MATERIAL FOR THIS TASK Start Marker

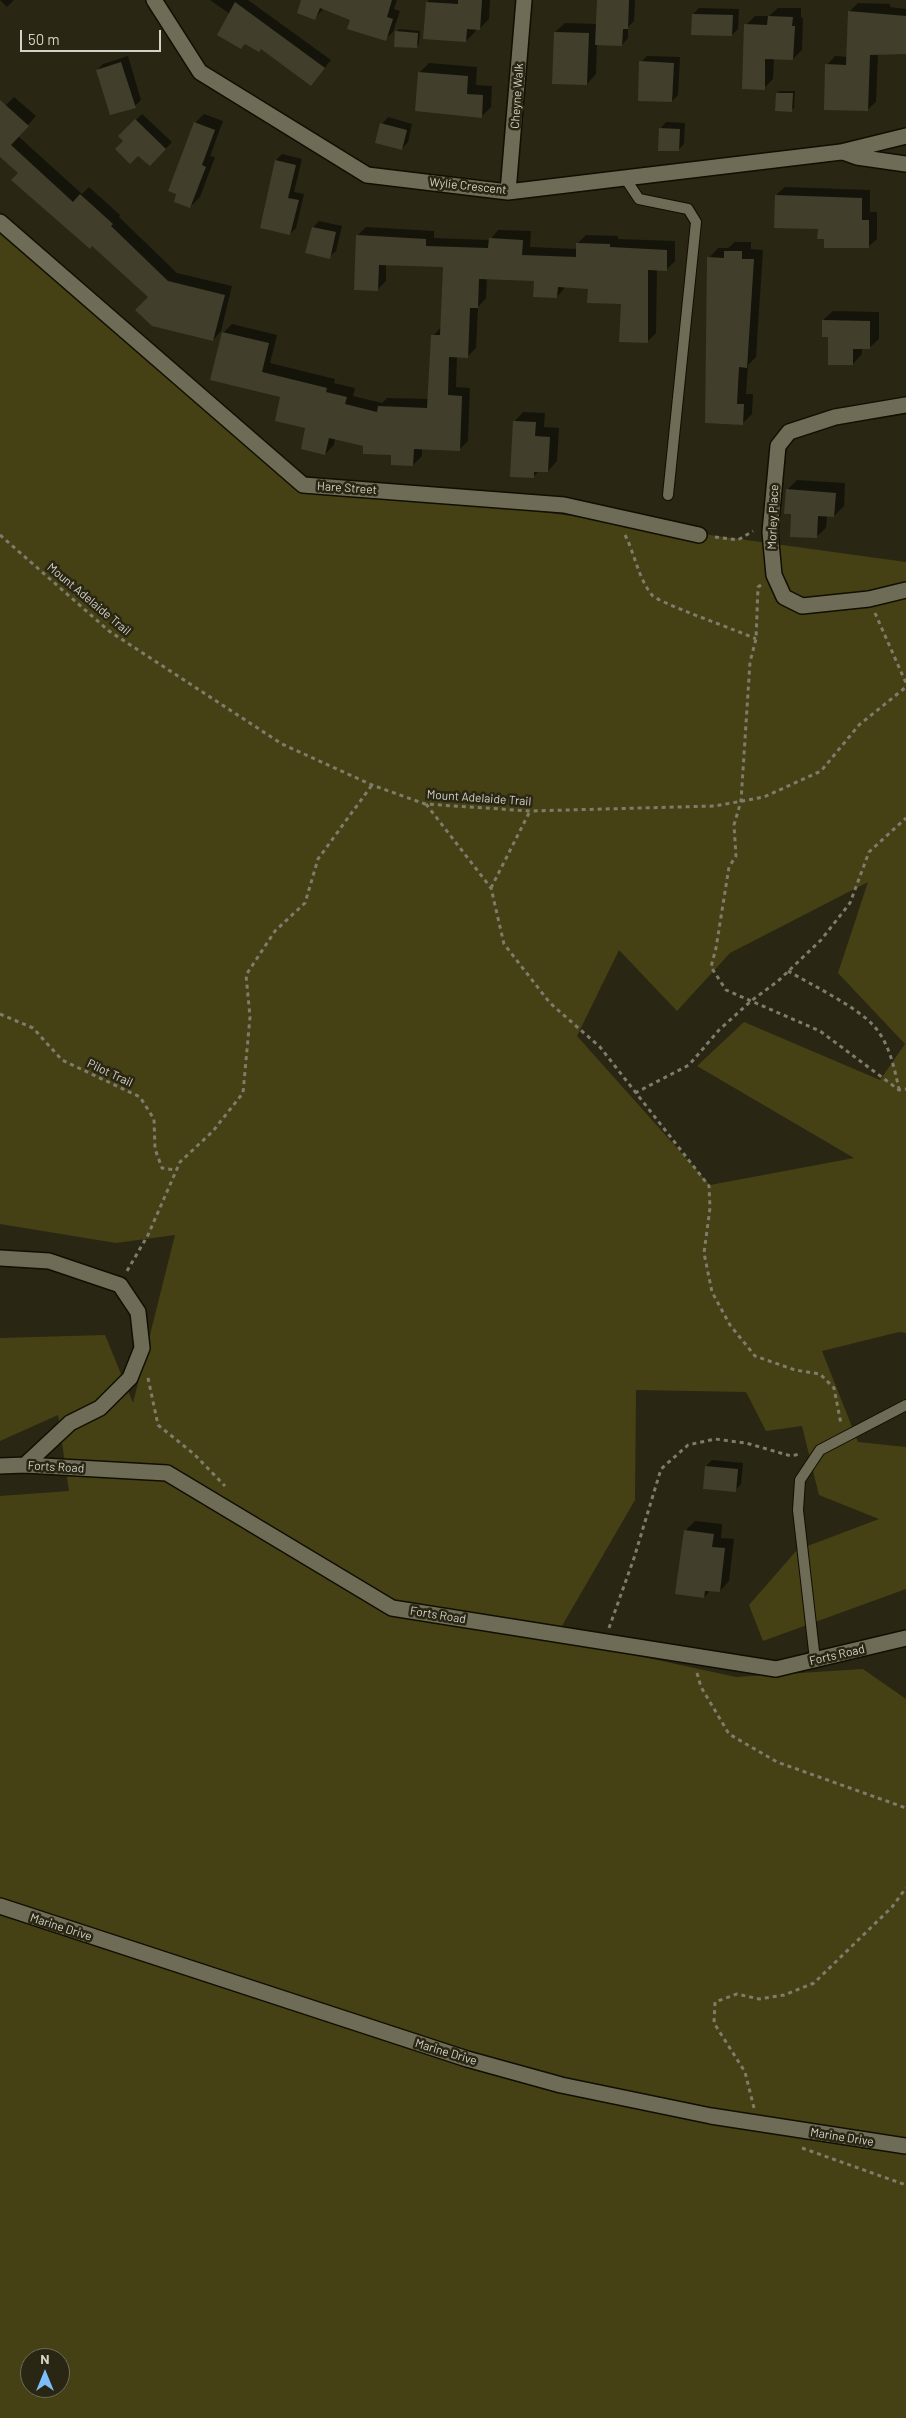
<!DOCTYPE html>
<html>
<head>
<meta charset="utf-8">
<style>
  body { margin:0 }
  #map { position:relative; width:906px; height:2418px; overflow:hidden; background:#292613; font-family:Barlow,sans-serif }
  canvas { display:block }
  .north { position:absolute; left:20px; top:2348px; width:50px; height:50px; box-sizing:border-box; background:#292613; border:1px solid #6d6b5b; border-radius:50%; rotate:0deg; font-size:14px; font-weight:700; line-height:20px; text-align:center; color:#d3d2c6 }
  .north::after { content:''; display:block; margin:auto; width:18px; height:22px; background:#7dbef9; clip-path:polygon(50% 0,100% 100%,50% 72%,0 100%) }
  .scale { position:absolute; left:20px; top:30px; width:141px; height:22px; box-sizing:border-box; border:2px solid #d3d2c6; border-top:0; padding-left:6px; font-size:15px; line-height:18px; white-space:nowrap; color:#d3d2c6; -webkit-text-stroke:4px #292613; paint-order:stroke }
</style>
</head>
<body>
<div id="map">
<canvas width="906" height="2418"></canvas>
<div class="north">N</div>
<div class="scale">50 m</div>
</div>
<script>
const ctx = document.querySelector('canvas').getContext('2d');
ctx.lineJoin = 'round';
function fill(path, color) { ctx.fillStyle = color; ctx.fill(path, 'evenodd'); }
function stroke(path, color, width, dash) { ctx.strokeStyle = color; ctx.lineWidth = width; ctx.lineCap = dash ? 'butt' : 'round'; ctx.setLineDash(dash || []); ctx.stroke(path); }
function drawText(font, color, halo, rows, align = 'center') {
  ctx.font = font + ' Barlow,sans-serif'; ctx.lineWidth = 5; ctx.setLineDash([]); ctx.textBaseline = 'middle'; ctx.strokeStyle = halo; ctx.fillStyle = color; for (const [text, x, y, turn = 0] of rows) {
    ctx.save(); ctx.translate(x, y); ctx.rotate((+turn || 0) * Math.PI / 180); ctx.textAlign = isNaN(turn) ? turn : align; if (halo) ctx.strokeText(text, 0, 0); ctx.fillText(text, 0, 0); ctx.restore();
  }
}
const green = new Path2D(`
  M0,222L295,478L906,562V1333L899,1332L822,1351L858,1442L906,1447V1589L763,1641L749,1605L797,1550L879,1519L819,1495L802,1426L766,1431L746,1392L636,1390L635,1500L555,1638L736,1677L863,1669L906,1699V2418H0V1496L69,1491L58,1415L0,1441V1338L105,1335L133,1403L175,1235L116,1243L0,1224ZM868,882L838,973L905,1044L880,1080L744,1022L697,1066L854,1158L710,1185L577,1036L619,950L677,1011L730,953ZM30,2358H60V2388H30Z`);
const shadow = new Path2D(`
  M0,0H14L7,7Z
  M210,0H248L331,60L311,85L230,14Z
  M304,0H397L394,9L400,11L393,32L385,39L351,19L323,9L315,18Z
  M429,0H490L489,19L479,29L476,28L475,32L466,41L427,2Z
  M598,0H635L634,21L628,27V38L622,45L597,44L596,74L587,84L555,32L565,23L598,24Z
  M858,3L890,4V7L906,9V53L878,54L876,102L867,110L827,65L835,56L848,57L849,12Z
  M699,8L739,9L738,29L732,35L693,14Z
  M778,8H801V17L803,18L802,50L793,59L774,58L773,79L764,88L746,25L755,16H769Z
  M399,29L420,31L419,44L416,47L396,32Z
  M128,56L141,100L135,106L97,70L103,64Z
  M647,56L680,57L678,95L672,101L641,62Z
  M429,63L477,67L476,85L492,86L491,107L481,117L419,73Z
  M780,91H795L794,108L791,110L777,93Z
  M14,97L36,116L18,136L82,194L89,187L120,215L119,217L177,273L232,286L221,331L213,340L150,297L0,154V111Z
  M142,114L172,142L150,165L120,136Z
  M204,114L223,121L210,156L215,157L200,197L190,207L195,123Z
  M388,117L412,124L408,142L402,149L382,124Z
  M666,122L685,123L684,144L678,150L660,129Z
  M282,154L302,159L294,192L304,194L296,228L290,234L276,160Z
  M785,187L870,190V212H877V239L868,247L826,238L819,228L776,195Z
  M319,221L342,226L336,251L329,257L313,227Z
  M366,227L434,231V238L490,240L498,230L531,231L530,247L577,249V244L586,235L618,236V239L675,241V261L666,270L657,269L656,333L647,342L622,303L589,288L566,286L557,297L535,280L487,278L486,298L478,307L476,348L467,357L457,356L456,387L470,388L468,441L460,449L422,448V456L413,465L393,454L335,438L334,445L325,454L282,396L223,333L232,324L277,335L270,363L335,379L334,383L355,388L353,396L382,403L387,398L429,399L433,336L442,326L444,266L386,264V281L377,290L357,236Z
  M735,242H751V249L763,250L756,357L748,365L746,394H753L752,414L743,423L706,422L709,258L718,248H728Z
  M833,311L879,312V339L869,348H862V354L853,364L829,336L823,320Z
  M523,412L545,413L544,427L559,428L557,461L548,471H539L533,477L514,422Z
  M797,480L845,483L844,506L834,516L827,515L826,528L816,537L793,513L787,490Z
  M712,1460L743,1463L741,1484L735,1491L706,1466Z
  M695,1521L722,1524L721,1538L734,1539L729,1581L720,1591L711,1590L704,1597L677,1593L686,1530Z`);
const building = new Path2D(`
  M301,0H392L387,17L393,19L386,41L347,29L350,20L320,8L315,20L297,13Z
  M458,0H482L480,30L467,29L466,42L423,39L426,2L458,4Z
  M597,0H629L628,29H623L622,46L595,45Z
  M235,2L325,68L311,86L261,49L259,52L245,44L241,49L217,35Z
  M848,11L906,16V54L870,55L868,111L824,110L825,64L846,65Z
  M692,14L733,15L732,36L691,35Z
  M768,16L793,17L792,26H795L793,60L765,59V90L742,89L744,24L767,25Z
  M395,31L418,33L417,48L394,47Z
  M554,32L589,33L587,85L552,84Z
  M639,61L674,63L672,102L638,101Z
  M121,62L136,108L110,115L96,70Z
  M418,72L468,76L467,94L483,95L482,118L415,111Z
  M776,93H793L792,112L775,111Z
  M0,100L29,126L11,145L73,202L80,194L113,224L111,226L168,281L225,295L213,341L152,326L135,310L148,297L92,246L90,249L11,180L18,173L0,157Z
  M135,119L166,149L150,166L138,156L130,164L115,149L123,141L118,136Z
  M194,122L215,130L202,165L206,167L190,208L174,202L176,194L168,191Z
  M380,123L407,130L402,150L375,143Z
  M659,128L680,129L679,151H658Z
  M275,160L296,165L288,198L299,200L290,235L260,228Z
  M775,195L862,198V220H869V248H824V239H817L818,229L774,228Z
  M312,227L336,232L330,259L305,253Z
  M356,235L426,239V246L488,248L489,238L523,240L522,255L576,257V243L610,244V247L667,250V271L648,270V343L619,342L621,304L587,303L588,289L558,287L557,298L533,297L534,281L479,279L478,308H470L468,358L449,357L448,395L462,396L460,451L414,449L413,466L391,465V455L363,454V446L329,438L325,455L301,449L305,428L275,421L280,397L210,380L222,332L269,343L262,372L327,388L326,392L347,397L345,404L377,412L378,406L427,408L431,335H440L443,267L379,265L378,291L354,290Z
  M724,251H742V259H754L747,368L739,367L737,404H744L743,425L705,423L707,257L724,258Z
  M822,320L870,321V349H853V365H828V337H822Z
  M513,421L536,422L535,436L550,437L548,472H534V478L510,477Z
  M786,489L836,493L834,517L818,516L817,538L790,537L791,514H784Z
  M705,1466L738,1469L736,1492L703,1489Z
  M684,1530L714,1534L712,1547L725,1548L720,1592L705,1591L704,1598L675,1594Z`);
const path = new Path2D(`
  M0,535L109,631L282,744L372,785L425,804L530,811L715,806L764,797L821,771L859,725L906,687
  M625,535C635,554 638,578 652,595C658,603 740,631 756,639
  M715,537L738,540L753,531
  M761,585L758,587L756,639L750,662L741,801L734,825L736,856L729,867L716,948L711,967L726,990L820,1031L899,1090L906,1089
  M875,613L906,683
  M426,804L491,888L504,944L550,1003L600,1047L709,1186L710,1208L704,1253L712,1292L730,1325L755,1356L795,1370L820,1374L834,1388L841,1424
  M491,888L530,811
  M788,971C812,985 855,1006 873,1025C889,1042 894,1067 899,1089
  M0,1014L33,1028L62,1060L140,1097L154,1119L155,1149L162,1168L176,1170
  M635,1093L689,1065L719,1030L751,1001L778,981L821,940L850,903L869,852L906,818
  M127,1271L148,1235L180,1162L213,1131L243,1093L250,1017L246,975L275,931L305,903L318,859L372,785
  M148,1378L158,1425L194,1454L225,1486
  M609,1628L634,1558L661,1469L688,1445L715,1439L746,1443L791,1456L800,1454
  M697,1673L701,1687L729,1734L777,1762L906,1808
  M754,2108L745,2072L714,2023L715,2002L737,1994L759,1999L784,1995L814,1983L892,1907L906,1888
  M802,2148L906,2185`);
const service = new Path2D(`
  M625,178L639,199L688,209L696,222L668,495
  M815,1660L798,1510L800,1480L820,1450L906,1405`);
const minor = new Path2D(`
  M154,0L200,72L367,175L508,192L841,152L906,136
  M843,152L857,157L906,164
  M508,192L524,0
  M0,222L303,485L564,505L699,535
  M906,405L835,417L789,432L778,446L770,532L774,575L784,597L802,606L869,599L906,590
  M0,1258L49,1261L120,1285L138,1312L142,1348L130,1378L100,1408L70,1423L25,1465
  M0,1466L25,1465L167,1473L392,1608L776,1669L906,1638
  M0,1906L467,2059L561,2085L711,2116L906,2146`);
const streetNames = [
  ["Cheyne Walk",517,96,-86],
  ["Wylie Crescent",468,186,6],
  ["Hare Street",347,488,4],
  ["Morley Place",773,517,-88],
  ["Mount Adelaide Trail",89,599,40],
  ["Mount Adelaide Trail",479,798,4],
  ["Pilot Trail",110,1073,25],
  ["Forts Road",56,1467,3],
  ["Forts Road",438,1615,9],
  ["Forts Road",837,1655,-13],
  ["Marine Drive",61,1927,18],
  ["Marine Drive",446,2052,17],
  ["Marine Drive",842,2137,9]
];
fill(green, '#464114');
fill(shadow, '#0007');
fill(building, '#413f2b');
stroke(service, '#110f01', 12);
stroke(minor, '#110f01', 18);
stroke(path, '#7e7c6c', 3, [4, 4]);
stroke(service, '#6e6c57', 10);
stroke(minor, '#6e6c57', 15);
drawText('12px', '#d3d2c6', '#292613', streetNames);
</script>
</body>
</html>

MATERIAL FOR THIS TASK End Marker

* **WHAT TO DO**
What lines above contain "canvas"? Copy them out.

* **ANSWER TO THIS EXERCISE**
  canvas { display:block }
<canvas width="906" height="2418"></canvas>
const ctx = document.querySelector('canvas').getContext('2d');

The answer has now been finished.